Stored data
--

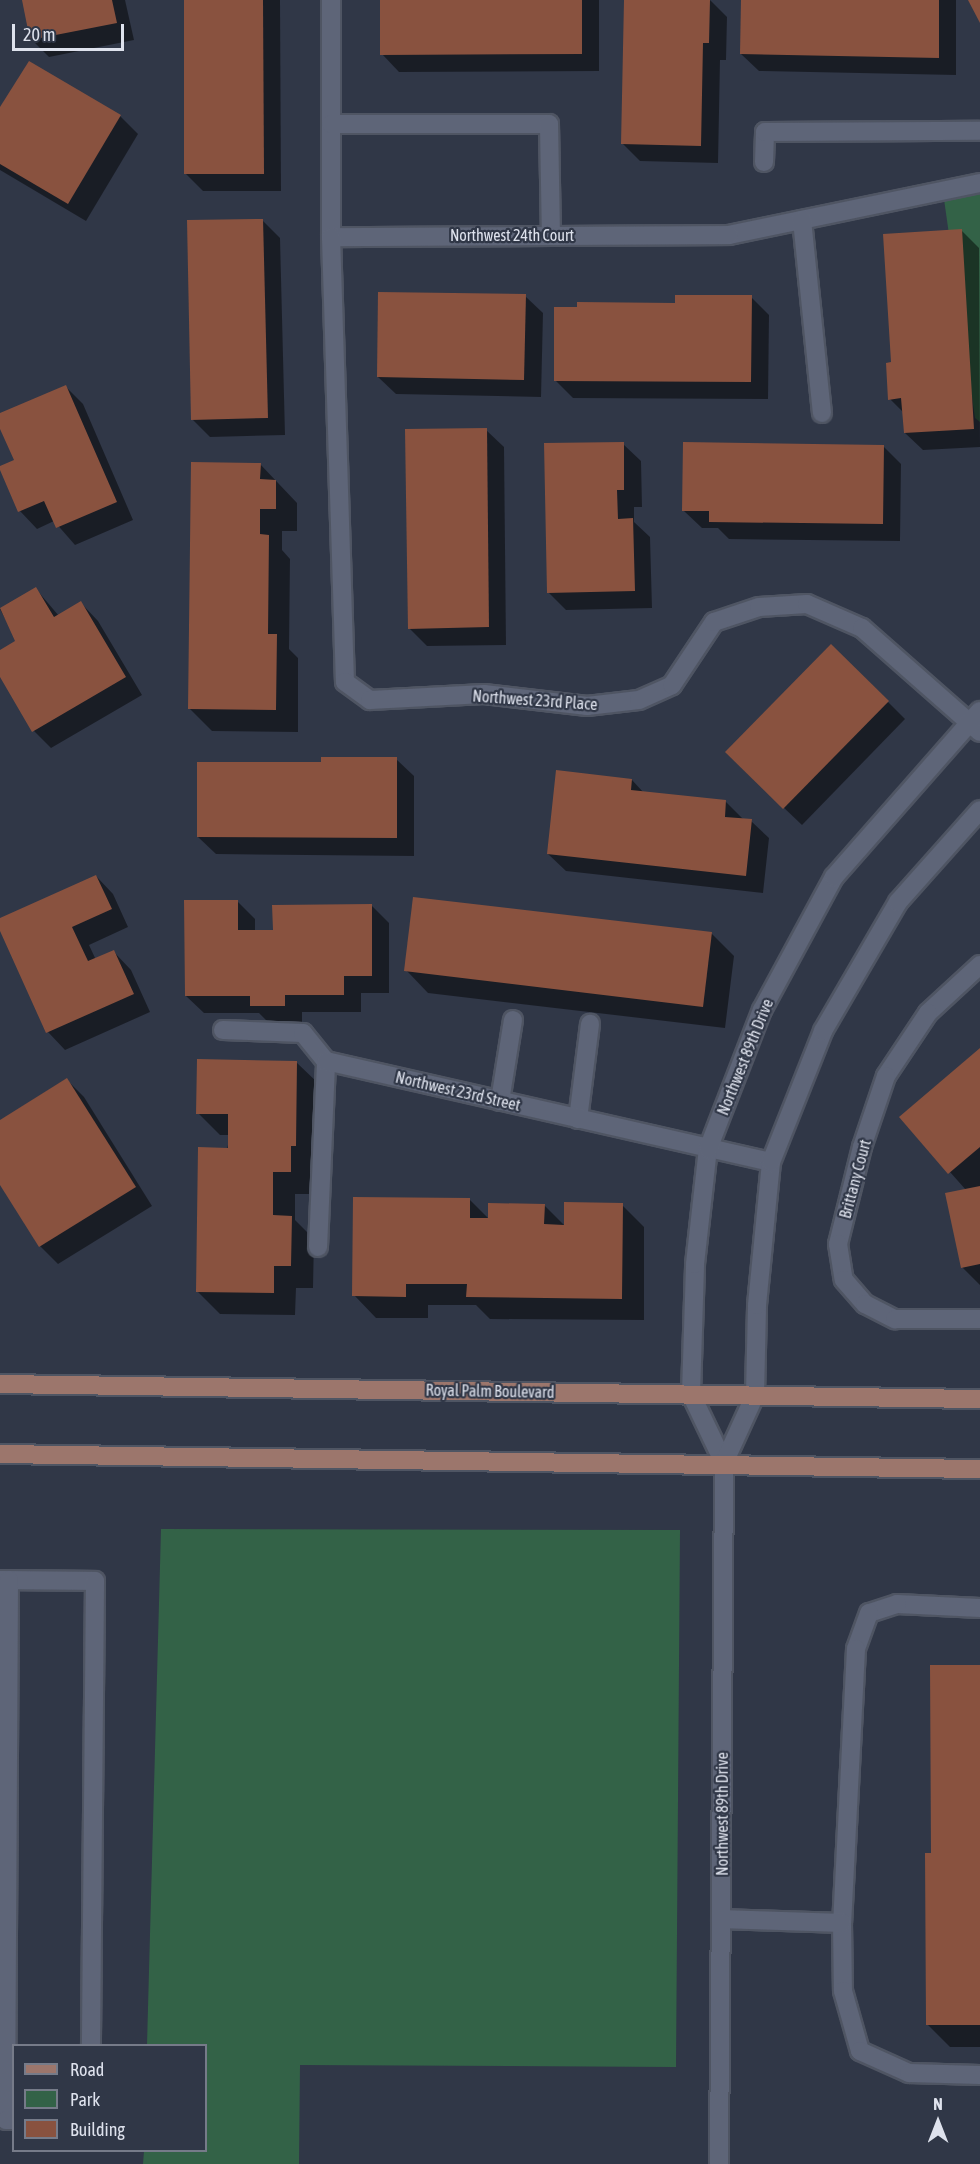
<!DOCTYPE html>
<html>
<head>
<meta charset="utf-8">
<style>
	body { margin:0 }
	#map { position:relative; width:980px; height:2164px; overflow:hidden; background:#303747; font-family:"Asap Condensed",sans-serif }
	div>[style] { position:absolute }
	.green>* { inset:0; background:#336247 }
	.shadow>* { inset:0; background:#0007 }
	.building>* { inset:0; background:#89523f }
	.roads { filter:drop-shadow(2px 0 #4f5563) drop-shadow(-2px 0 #4f5563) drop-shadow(0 2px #4f5563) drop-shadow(0 -2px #4f5563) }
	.minor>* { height:18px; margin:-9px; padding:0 9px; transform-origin:9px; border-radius:9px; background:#5e6578 }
	.major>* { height:18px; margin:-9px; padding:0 9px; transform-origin:9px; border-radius:9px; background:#9c766c }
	span { translate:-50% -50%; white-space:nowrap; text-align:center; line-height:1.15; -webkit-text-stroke:4.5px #303747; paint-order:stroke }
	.street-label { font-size:16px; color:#dee2ed }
	.legend { position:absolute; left:12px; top:2044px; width:195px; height:108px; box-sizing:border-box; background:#303747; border:2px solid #767b89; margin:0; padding:8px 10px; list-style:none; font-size:18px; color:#dee2ed }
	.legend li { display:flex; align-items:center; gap:12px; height:30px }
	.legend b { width:30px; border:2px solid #767b89 }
	.north { position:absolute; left:908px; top:2092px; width:60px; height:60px; -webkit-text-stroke:4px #303747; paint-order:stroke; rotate:0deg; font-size:16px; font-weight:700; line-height:24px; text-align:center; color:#dee2ed }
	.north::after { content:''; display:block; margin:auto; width:21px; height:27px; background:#dee2ed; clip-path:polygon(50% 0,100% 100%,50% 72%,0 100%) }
	.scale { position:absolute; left:12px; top:24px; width:112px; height:27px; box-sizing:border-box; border:3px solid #dee2ed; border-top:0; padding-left:8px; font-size:18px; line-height:21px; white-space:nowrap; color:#dee2ed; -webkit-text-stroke:4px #303747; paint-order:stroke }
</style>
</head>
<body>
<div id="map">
	<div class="green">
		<div style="clip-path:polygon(980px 183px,980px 422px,975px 418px,943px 192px)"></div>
		<div style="clip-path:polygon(161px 1529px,680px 1530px,676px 2067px,300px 2065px,299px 2164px,143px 2164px,144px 2151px,206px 2150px,206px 2046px,147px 2045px)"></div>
	</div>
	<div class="shadow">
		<div style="clip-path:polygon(23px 0,125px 0,134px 40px,49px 57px,31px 39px)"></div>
		<div style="clip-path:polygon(185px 0,280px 0,281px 191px,203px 191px,186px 174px)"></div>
		<div style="clip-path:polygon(381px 0,599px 0,599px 71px,399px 72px,382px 54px)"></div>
		<div style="clip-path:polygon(625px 0,710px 0,727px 17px,726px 60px,720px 60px,718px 163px,640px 161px,623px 144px)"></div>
		<div style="clip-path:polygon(743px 0,956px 0,956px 75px,759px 71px,741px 54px)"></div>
		<div style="clip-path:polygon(29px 63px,120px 116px,138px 134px,86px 221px,0 170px,0 112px)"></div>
		<div style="clip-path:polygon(262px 220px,280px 238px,285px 435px,210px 437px,192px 419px)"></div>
		<div style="clip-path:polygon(961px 230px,979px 248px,980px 447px,923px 450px,905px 433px,904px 413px,890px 399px,893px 363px)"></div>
		<div style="clip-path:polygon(525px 296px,543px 313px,541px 397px,396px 394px,378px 377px)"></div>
		<div style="clip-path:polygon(751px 297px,769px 315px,768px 399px,573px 398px,555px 380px,677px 304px)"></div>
		<div style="clip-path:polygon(65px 386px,83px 404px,133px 520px,75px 545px,54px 521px,37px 529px,20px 511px,16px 460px,0 425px,0 415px)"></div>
		<div style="clip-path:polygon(486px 430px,504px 447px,506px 645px,427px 646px,409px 628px)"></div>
		<div style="clip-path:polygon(623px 444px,641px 461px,642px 507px,634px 507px,634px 522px,650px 537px,652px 608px,566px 610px,548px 592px)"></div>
		<div style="clip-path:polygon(883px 446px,901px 464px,900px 541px,729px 539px,718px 528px,702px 528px,684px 511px)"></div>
		<div style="clip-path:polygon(260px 464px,297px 503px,297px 531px,282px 531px,282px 550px,290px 559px,289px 649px,298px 658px,298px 732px,212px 731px,190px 709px)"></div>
		<div style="clip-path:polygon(36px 589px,59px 616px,81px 603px,98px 621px,142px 695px,51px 748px,34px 731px,0 674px,0 651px,17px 641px,0 609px)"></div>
		<div style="clip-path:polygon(888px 702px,905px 719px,802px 825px,744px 770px)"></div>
		<div style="clip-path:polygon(396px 759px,414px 776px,414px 856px,216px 854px,198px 837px,322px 764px)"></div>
		<div style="clip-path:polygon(632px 780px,644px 793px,726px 802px,744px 820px,751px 821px,769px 838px,763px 893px,566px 871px,548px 854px)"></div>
		<div style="clip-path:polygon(96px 876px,113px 894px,128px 927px,89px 945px,96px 960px,114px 952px,131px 970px,150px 1012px,65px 1050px,48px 1032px,0 920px)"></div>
		<div style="clip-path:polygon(238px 902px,255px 919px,255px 931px,274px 931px,372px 906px,389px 923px,389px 993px,361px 993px,361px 1012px,302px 1012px,302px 1023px,269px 1023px,259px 1013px,204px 1013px,186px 996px)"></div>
		<div style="clip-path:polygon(712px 934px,734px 956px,725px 1028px,428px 993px,406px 970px)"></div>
		<div style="clip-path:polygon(980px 1050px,980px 1285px,962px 1267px,966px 1190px,901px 1117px)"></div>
		<div style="clip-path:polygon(296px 1062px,319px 1084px,313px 1194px,295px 1194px,295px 1220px,314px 1239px,313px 1288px,296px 1288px,295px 1315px,220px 1314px,198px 1292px,230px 1135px,220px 1135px,198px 1113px)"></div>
		<div style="clip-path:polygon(66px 1079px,84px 1097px,152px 1206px,58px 1264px,40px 1246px,0 1182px,0 1121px)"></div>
		<div style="clip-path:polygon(470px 1200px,490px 1220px,544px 1205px,565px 1226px,622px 1205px,644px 1227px,644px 1320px,490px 1319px,476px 1305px,428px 1305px,428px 1318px,376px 1318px,354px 1295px)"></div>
		<div style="clip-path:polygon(980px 1666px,980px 2047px,950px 2047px,928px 2025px,933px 1854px)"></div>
	</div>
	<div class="building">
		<div style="clip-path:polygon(22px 0,112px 0,117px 23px,30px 40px)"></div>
		<div style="clip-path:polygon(184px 0,263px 0,264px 174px,184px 174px)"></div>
		<div style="clip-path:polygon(380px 0,582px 0,582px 54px,380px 55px)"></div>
		<div style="clip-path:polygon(624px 0,710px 0,709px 43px,703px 43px,701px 146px,621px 144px)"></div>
		<div style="clip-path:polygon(741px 0,939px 0,939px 58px,740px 54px)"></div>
		<div style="clip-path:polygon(968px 0,980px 0,980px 23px)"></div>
		<div style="clip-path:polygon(29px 61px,121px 115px,68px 204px,0 164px,0 107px)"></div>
		<div style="clip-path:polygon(263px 219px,268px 418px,191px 420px,187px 220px)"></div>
		<div style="clip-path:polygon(962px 229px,974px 429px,904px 433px,901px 398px,888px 400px,886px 363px,891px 362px,883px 234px)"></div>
		<div style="clip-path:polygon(378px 292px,526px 294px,524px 380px,377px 377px)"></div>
		<div style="clip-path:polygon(675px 295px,752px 295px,751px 382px,554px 381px,554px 307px,577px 307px,577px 302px,675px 303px)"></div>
		<div style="clip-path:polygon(66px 385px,117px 502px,56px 528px,44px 501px,18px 512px,0 470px,0 466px,14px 460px,0 429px,0 413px)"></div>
		<div style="clip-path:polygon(487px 428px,489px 627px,408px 629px,405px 429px)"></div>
		<div style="clip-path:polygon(624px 442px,624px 490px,617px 490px,618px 519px,633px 518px,635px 591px,547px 593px,544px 443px)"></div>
		<div style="clip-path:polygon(683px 442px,884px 445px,883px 524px,709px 522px,709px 511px,682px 511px)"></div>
		<div style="clip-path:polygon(191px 462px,261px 463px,260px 479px,276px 480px,276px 509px,260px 509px,260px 534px,269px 535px,268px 634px,277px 634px,276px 710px,188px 709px)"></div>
		<div style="clip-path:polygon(36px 587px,54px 617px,81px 601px,126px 677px,32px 732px,0 677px,0 650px,15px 641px,0 608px)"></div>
		<div style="clip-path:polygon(831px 644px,889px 701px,783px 809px,725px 752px)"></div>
		<div style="clip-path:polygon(321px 757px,397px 757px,397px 838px,197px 837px,197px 762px,321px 762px)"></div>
		<div style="clip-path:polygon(556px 770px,632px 779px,631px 790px,726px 800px,725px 817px,752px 819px,746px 876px,547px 854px)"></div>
		<div style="clip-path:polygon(96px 875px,112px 909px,72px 927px,88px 961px,114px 950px,134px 994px,46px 1033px,0 931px,0 918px)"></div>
		<div style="clip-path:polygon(413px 897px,712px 932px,703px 1007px,404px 971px)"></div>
		<div style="clip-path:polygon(184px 900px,238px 900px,238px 930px,273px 930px,272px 905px,372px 904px,372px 976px,344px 976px,344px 995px,285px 995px,285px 1006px,250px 1006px,250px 996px,185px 996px)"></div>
		<div style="clip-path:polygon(980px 1048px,980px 1147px,948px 1174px,899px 1117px)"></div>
		<div style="clip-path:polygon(197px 1059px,297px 1061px,296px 1146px,291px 1146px,291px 1172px,273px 1172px,273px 1215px,292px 1216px,291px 1266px,274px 1266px,274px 1293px,196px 1292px,198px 1147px,228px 1148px,228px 1114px,196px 1114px)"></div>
		<div style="clip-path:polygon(67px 1078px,136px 1187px,39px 1247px,0 1185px,0 1120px)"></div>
		<div style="clip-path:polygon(980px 1186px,980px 1264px,961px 1268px,945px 1193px)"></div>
		<div style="clip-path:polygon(353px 1197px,470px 1198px,470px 1218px,488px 1218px,488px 1203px,545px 1204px,544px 1224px,564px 1225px,564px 1202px,623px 1203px,622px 1299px,466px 1297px,467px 1284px,406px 1284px,406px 1297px,352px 1296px)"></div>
		<div style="clip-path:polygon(930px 1665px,980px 1665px,980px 2025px,926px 2025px,925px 1853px,931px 1853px)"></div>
	</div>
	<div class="roads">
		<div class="minor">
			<div style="left:331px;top:0;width:237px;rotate:90deg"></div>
			<div style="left:331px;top:124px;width:218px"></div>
			<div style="left:549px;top:124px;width:111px;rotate:89deg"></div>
			<div style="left:764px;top:162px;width:30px;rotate:-88deg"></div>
			<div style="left:765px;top:132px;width:215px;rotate:-0.3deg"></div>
			<div style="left:980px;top:183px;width:256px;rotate:168.3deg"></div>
			<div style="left:729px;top:235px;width:398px;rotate:179.7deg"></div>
			<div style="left:331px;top:237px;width:445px;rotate:88.2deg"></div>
			<div style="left:345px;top:682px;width:31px;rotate:36deg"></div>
			<div style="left:370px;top:700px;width:114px;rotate:-3deg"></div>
			<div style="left:484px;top:694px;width:104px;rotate:6.6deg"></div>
			<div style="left:587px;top:706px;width:52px;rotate:-6.6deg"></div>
			<div style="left:639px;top:700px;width:36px;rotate:-24deg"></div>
			<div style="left:672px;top:685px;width:76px;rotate:-56.3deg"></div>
			<div style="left:714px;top:622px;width:47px;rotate:-18.4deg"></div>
			<div style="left:759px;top:607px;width:48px;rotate:-3.6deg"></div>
			<div style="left:807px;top:604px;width:60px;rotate:23.6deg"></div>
			<div style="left:862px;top:628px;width:157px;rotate:41.4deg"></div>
			<div style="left:802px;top:220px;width:194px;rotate:84.1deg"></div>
			<div style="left:980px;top:965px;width:71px;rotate:137.3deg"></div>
			<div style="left:928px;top:1013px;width:76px;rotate:123.7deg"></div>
			<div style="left:886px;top:1076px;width:75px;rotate:108.7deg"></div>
			<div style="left:862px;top:1147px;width:100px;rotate:103.9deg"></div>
			<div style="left:838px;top:1244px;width:36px;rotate:81deg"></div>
			<div style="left:844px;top:1280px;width:32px;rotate:49deg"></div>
			<div style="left:865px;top:1304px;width:34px;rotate:27deg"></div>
			<div style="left:895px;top:1319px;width:85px"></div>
			<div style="left:223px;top:1030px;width:80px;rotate:2.1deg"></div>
			<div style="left:303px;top:1033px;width:36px;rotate:51deg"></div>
			<div style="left:500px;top:1101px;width:82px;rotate:-80.9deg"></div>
			<div style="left:578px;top:1119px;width:96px;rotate:-82.8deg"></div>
			<div style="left:318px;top:1247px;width:186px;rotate:-87.5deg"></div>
			<div style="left:326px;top:1061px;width:456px;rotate:12.8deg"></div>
			<div style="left:724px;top:1463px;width:76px;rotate:-115.6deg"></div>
			<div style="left:691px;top:1394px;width:130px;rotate:-88.2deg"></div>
			<div style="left:695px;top:1264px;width:116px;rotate:-83.6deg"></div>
			<div style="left:708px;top:1149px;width:149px;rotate:-68.8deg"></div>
			<div style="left:762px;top:1010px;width:151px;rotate:-61.6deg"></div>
			<div style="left:834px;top:877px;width:221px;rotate:-48.7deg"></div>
			<div style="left:0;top:1580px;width:95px;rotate:0.6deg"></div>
			<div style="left:95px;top:1581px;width:465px;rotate:90.5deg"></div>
			<div style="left:9px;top:1580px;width:540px;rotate:90.32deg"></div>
			<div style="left:6px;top:2120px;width:8px"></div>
			<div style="left:980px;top:1608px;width:83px;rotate:-177.2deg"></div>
			<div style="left:897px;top:1604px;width:29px;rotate:162deg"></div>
			<div style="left:869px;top:1613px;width:38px;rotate:110deg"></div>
			<div style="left:856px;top:1649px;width:274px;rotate:92.9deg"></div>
			<div style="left:842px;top:1923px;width:68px;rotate:89.2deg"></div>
			<div style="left:843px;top:1991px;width:62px;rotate:74.2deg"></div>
			<div style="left:860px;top:2051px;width:54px;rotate:24.2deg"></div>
			<div style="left:909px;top:2073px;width:71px;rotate:1.6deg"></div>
			<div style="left:721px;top:1919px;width:121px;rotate:1.9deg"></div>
			<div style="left:719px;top:2164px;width:701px;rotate:-89.59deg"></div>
			<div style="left:724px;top:1463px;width:75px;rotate:-65.5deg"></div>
			<div style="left:755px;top:1395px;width:90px;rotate:-88.7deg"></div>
			<div style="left:757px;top:1305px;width:144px;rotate:-84.4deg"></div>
			<div style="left:771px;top:1162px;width:141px;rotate:-68.3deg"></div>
			<div style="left:823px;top:1031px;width:149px;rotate:-59.8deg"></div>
			<div style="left:898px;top:902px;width:123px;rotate:-48.3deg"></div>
		</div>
		<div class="major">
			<div style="left:0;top:1384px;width:980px;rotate:0.88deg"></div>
			<div style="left:0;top:1454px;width:980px;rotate:0.88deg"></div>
		</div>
	</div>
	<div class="street-label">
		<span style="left:512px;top:235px">Northwest 24th Court</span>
		<span style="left:535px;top:700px;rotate:4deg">Northwest 23rd Place</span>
		<span style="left:745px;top:1057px;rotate:-68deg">Northwest 89th Drive</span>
		<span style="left:458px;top:1091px;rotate:13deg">Northwest 23rd Street</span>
		<span style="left:855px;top:1179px;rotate:-75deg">Brittany Court</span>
		<span style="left:490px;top:1391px;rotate:1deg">Royal Palm Boulevard</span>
		<span style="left:722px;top:1814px;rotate:-90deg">Northwest 89th Drive</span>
	</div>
	<ul class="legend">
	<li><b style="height:8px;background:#9c766c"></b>Road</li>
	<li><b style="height:16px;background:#336247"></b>Park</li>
	<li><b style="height:16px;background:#89523f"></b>Building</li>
	</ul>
	<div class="north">N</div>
	<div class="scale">20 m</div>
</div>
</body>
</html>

--

§ Exercise goal
Return only the lines running from the top of the data to the line that holds "filter:drop-shadow(2px 0 #4f5563)". Include both of those lines, but skip the pictures.

§ Response to this task
<!DOCTYPE html>
<html>
<head>
<meta charset="utf-8">
<style>
	body { margin:0 }
	#map { position:relative; width:980px; height:2164px; overflow:hidden; background:#303747; font-family:"Asap Condensed",sans-serif }
	div>[style] { position:absolute }
	.green>* { inset:0; background:#336247 }
	.shadow>* { inset:0; background:#0007 }
	.building>* { inset:0; background:#89523f }
	.roads { filter:drop-shadow(2px 0 #4f5563) drop-shadow(-2px 0 #4f5563) drop-shadow(0 2px #4f5563) drop-shadow(0 -2px #4f5563) }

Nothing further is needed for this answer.